Showing posts with label Russian economy. Show all posts
Showing posts with label Russian economy. Show all posts
Monday, April 16, 2012
Russia reaches record wheat exports for last season
Between July the first 2011 and April 15 this year Russia has exported 18.5 million tonnes of wheat, a record amount. This broke the previous record of 18.275 million tonnes during the 2009-10 season. The figures come from the Russian Institute for Agricultural Market Studies.
By June 30, 2012, the end of the agricultural year, Russia is expected to export over 20 million tonnes of wheat. Major importers of Russian wheat are Turkey and countries in North Africa and the Middle East.
Total grain exports are expected to reach 25 million tonnes if not more. 25 million tonnes would also be an export record. Russia is now the second largest grain exporter in the world. The largest is the U.S. In Chicago and New York Black Sea grain futures will be launched and this may promote more exports. For more see this article.
Thursday, April 5, 2012
Russia: 35.1 billion U.S. capital outflow in first quarter
Not only are companies shipping out funds but Russians are buying up euros and dollars. The outflow this year compare with a 19.8 billion (U.S.) outflow during the same period last year.
Ordinary Russians also spent 54 per cent more on foreign currency this year compared to last. The number of Russians purchasing foreign funds increased from 4.4 per cent to 5.5 per cent.
The political situation and the declining value of the euro may both have played a part in the increased outflow. Outflows defied predictions. The Central Bank of Russia predicted that March outflows would be lower than in February but they were several billion higher in actuality.
Some experts think that the outflows will continue high but others predict the opposite due to steady growth in the Russian economy and the high cost of funding in roubles. For more see this article.
Monday, May 17, 2010
Russia to slash external debt plans.
Russia has already placed a 5.5 billion Euro bond issue. All the rest of Russian borrowing will be in the domestic market even though originally it had intended to raise 17.8 billion abroad. Investors are obviously rather risk averse and so the costs of raising money abroad might be quite high. This is from the Moscow Times.
The government will slash external debt plans and may not tap the market at all in 2011-12 after pushing through its first eurobond in a decade before Greek woes spiked risk aversion, Deputy Finance Minister Dmitry Pankin said.

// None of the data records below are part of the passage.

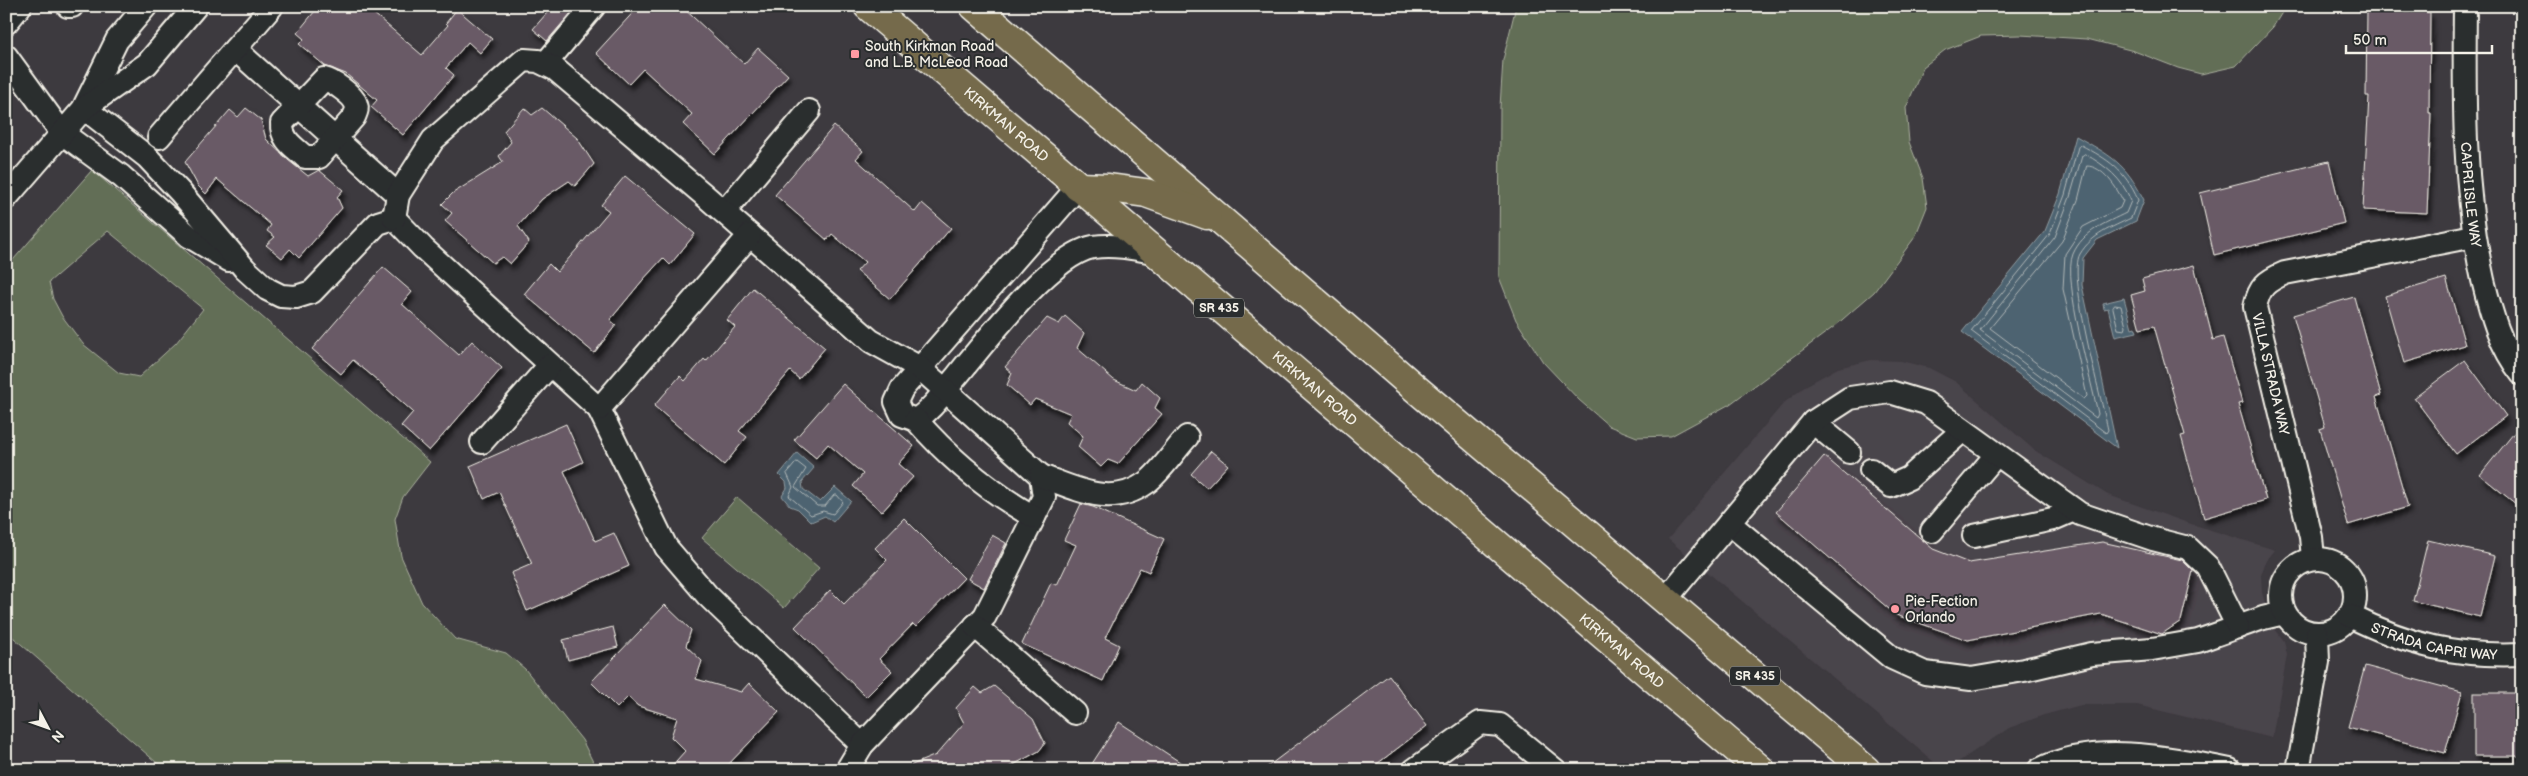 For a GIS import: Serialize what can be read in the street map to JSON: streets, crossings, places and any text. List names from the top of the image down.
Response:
{
  "streets": {
    "main road": ["KIRKMAN ROAD", "SR 435"],
    "street": ["CAPRI ISLE WAY", "VILLA STRADA WAY", "STRADA CAPRI WAY"]
  },
  "crossings": [
    ["CAPRI ISLE WAY", "VILLA STRADA WAY"],
    ["VILLA STRADA WAY", "STRADA CAPRI WAY"]
  ],
  "places": {
    "transit": ["South Kirkman Road and L.B. McLeod Road"],
    "other": ["Pie-Fection Orlando"]
  },
  "scale_bar": "50 m",
  "north": "bottom right"
} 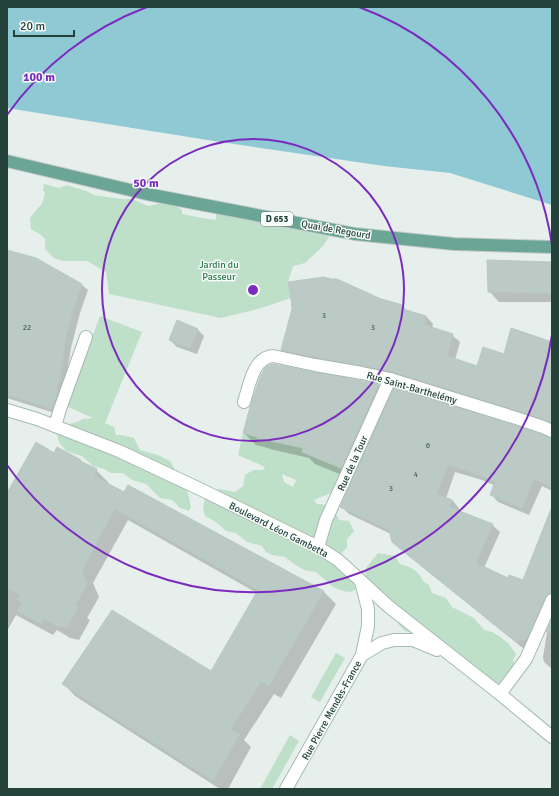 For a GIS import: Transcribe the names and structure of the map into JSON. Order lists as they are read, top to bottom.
{
  "streets": {
    "main road": [
      "D 653",
      "Quai de Regourd",
      "Rue Saint-Barthelémy",
      "Rue de la Tour",
      "Boulevard Léon Gambetta",
      "Rue Pierre Mendès-France"
    ]
  },
  "crossings": [
    ["Rue Saint-Barthelémy", "Rue de la Tour"],
    ["Rue de la Tour", "Boulevard Léon Gambetta"],
    ["Boulevard Léon Gambetta", "Rue Pierre Mendès-France"]
  ],
  "parks": ["Jardin du Passeur"],
  "house_numbers": [
    "3",
    "22",
    "3",
    "6",
    "4",
    "3"
  ],
  "scale_bar": "20 m",
  "rings": ["100 m", "50 m"]
} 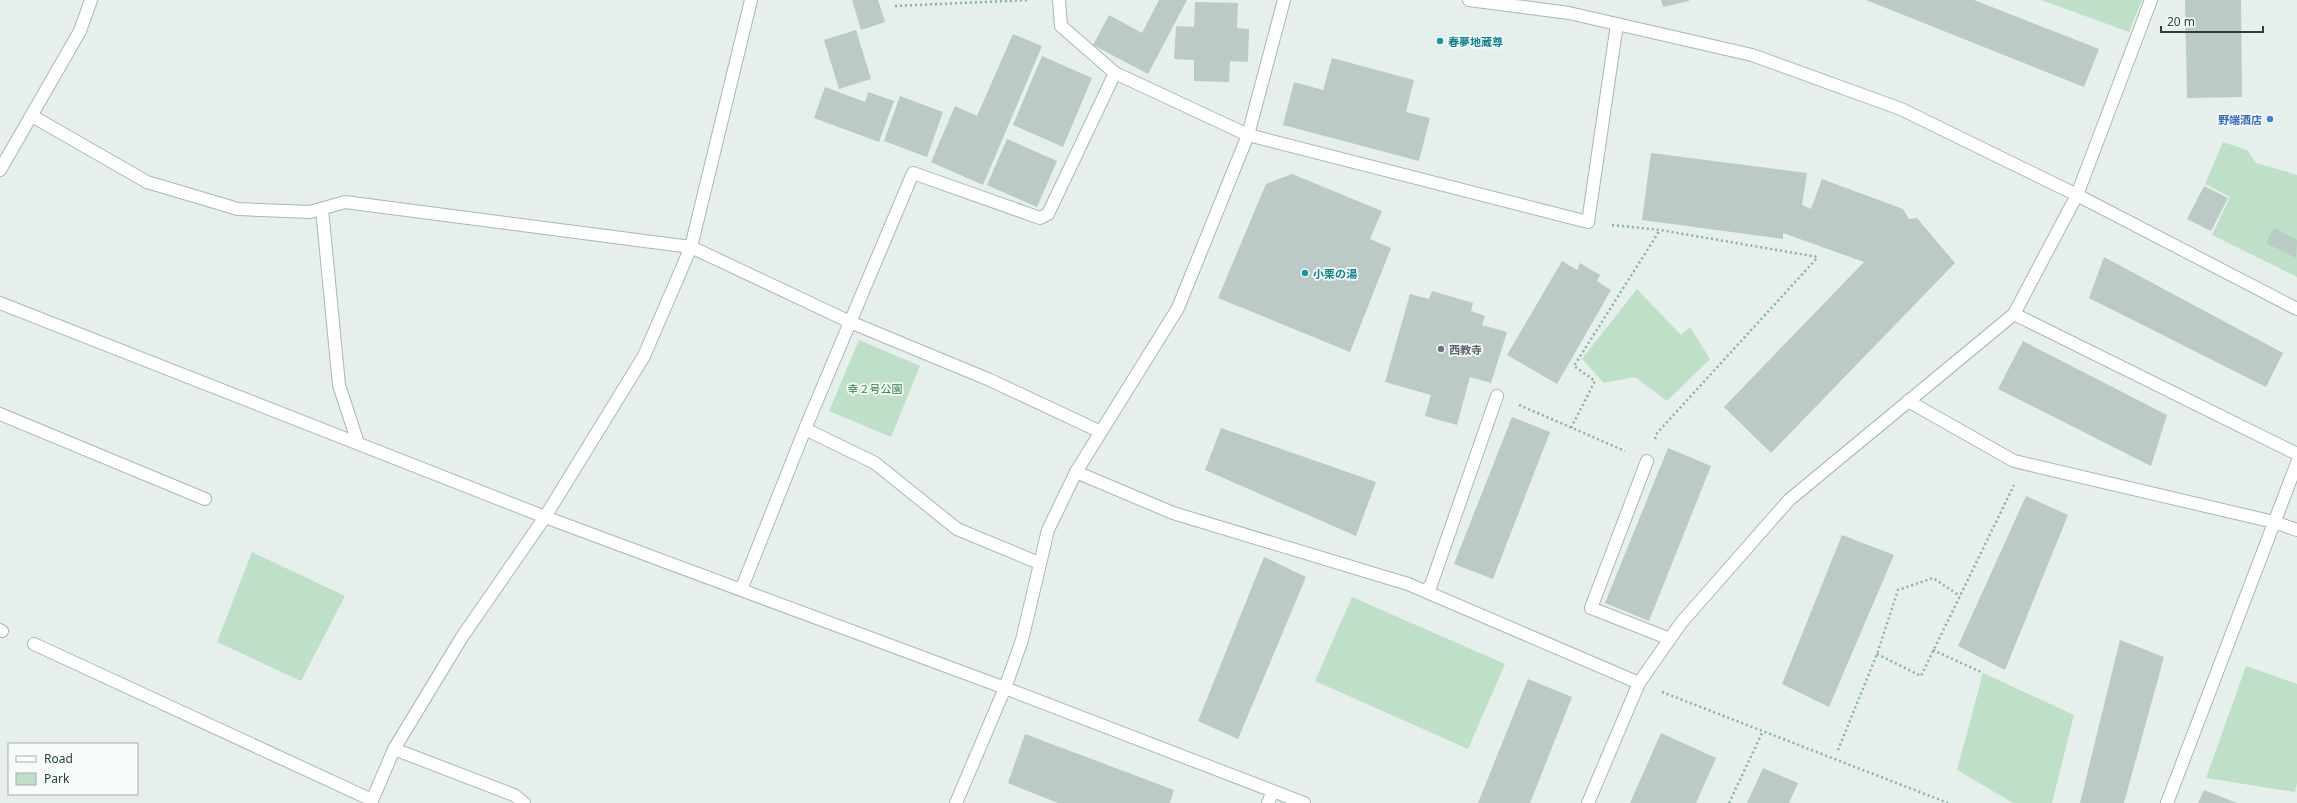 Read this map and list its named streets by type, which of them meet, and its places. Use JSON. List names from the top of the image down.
{
  "parks": ["幸２号公園"],
  "places": [
    "春夢地蔵尊",
    "野端酒店",
    "小栗の湯",
    "西教寺"
  ],
  "legend": ["Road", "Park"],
  "scale_bar": "20 m"
} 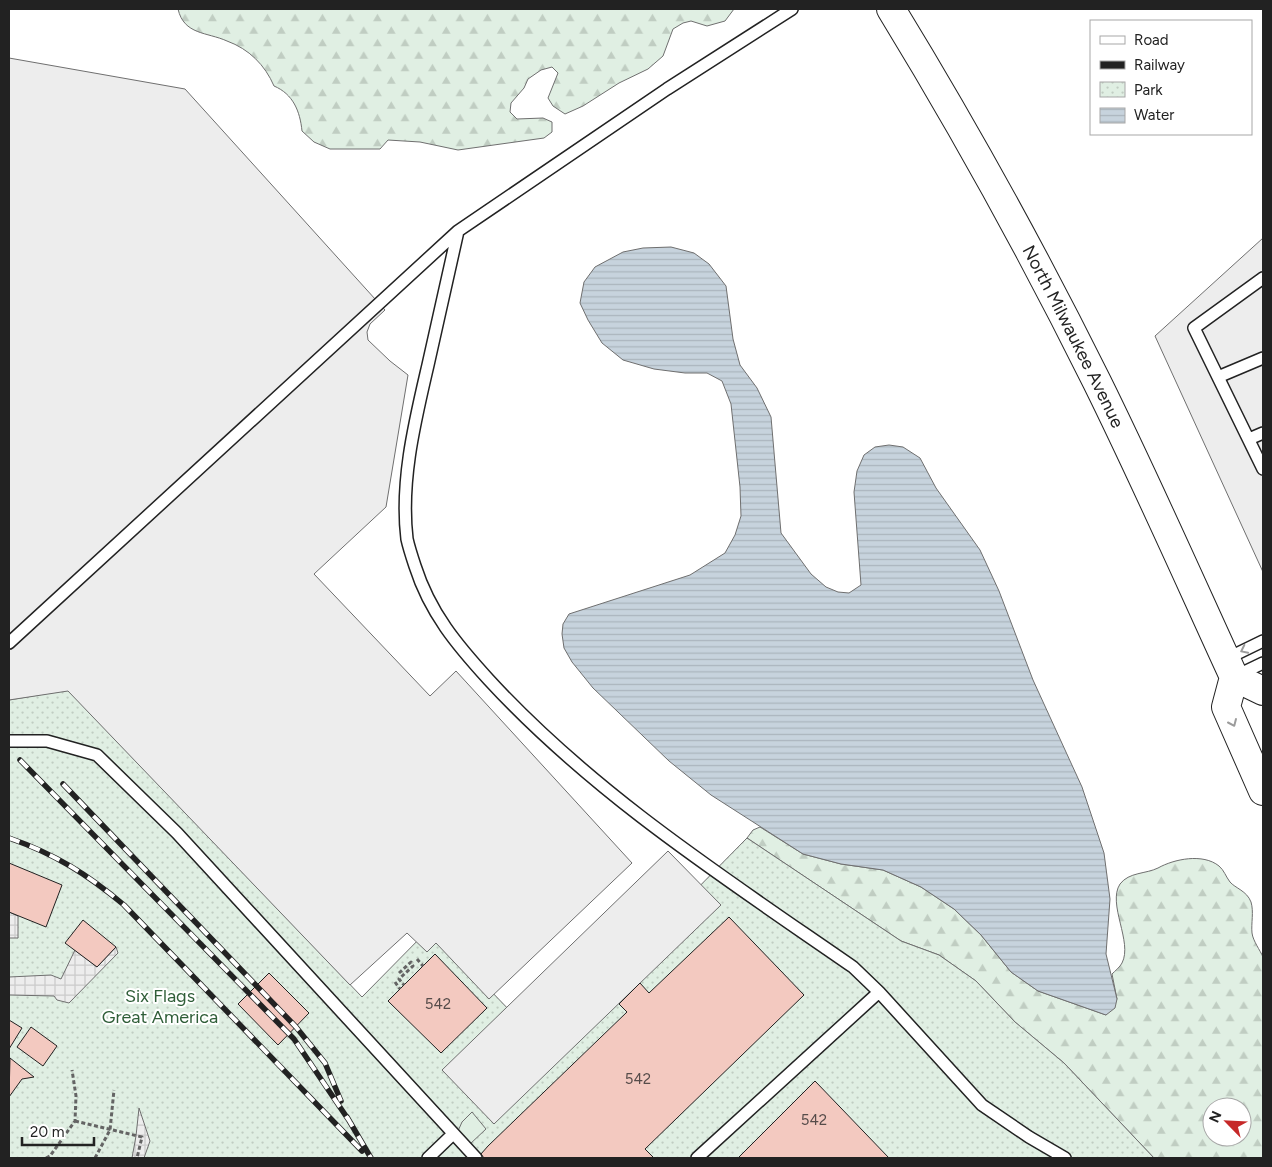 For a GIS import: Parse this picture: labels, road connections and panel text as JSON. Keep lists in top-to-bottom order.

Russia raised $5.5 billion in its first eurobond in over a decade last month, with the oversubscribed issue showing how far it has come since the 1998 domestic debt default.
As well as plugging a post-recession budget deficit, the placement was intended to improve borrowing conditions for Russian corporates.
But investor risk appetite took a serious knock from the Greek debt crisis, and yields across the board — including for new issues — surged.
"We just caught the last wagon of the train because one week after our bond issuance it could be much more difficult to get such results and as we see spreads are rising," Pankin said in an interview.
"We pushed the benchmark 20-30 basis points down. Maybe our expectation was that we could have better results, but the market was not as beautiful as it was at least one week before."
Russia had originally planned to borrow up to $17.8 billion abroad this year, and similar amounts in coming years. But officials have since said all further borrowing this year will be done on the domestic market.
"I think our main strategy is to borrow in the internal market, mainly using ruble instruments," Pankin said, adding that this strategy would also apply in years ahead.
"Our plan is that we diminish our external borrowing from up to $20 [billion] to up to $7.5 billion … for 2011 and 2012. But it's only an indication that we can borrow. Now it's difficult to say exactly whether we will borrow or not."
Total borrowing needs for this year though are unlikely to be less than the expected 1.5 trillion rubles ($50 billion) despite higher oil prices.
"We are preparing a revised version of the budget projections, but I think it would be rather difficult for this year to get a budget deficit substantially less than 6.8 percent," Pankin said, citing ruble appreciation and "much bigger demand from other ministries for additional spending."
Yields on the five-year Eurobond, sold with a coupon of 3.625 percent, have risen above 4 percent. The 10-year with a 5 percent coupon now yields 5.3 percent.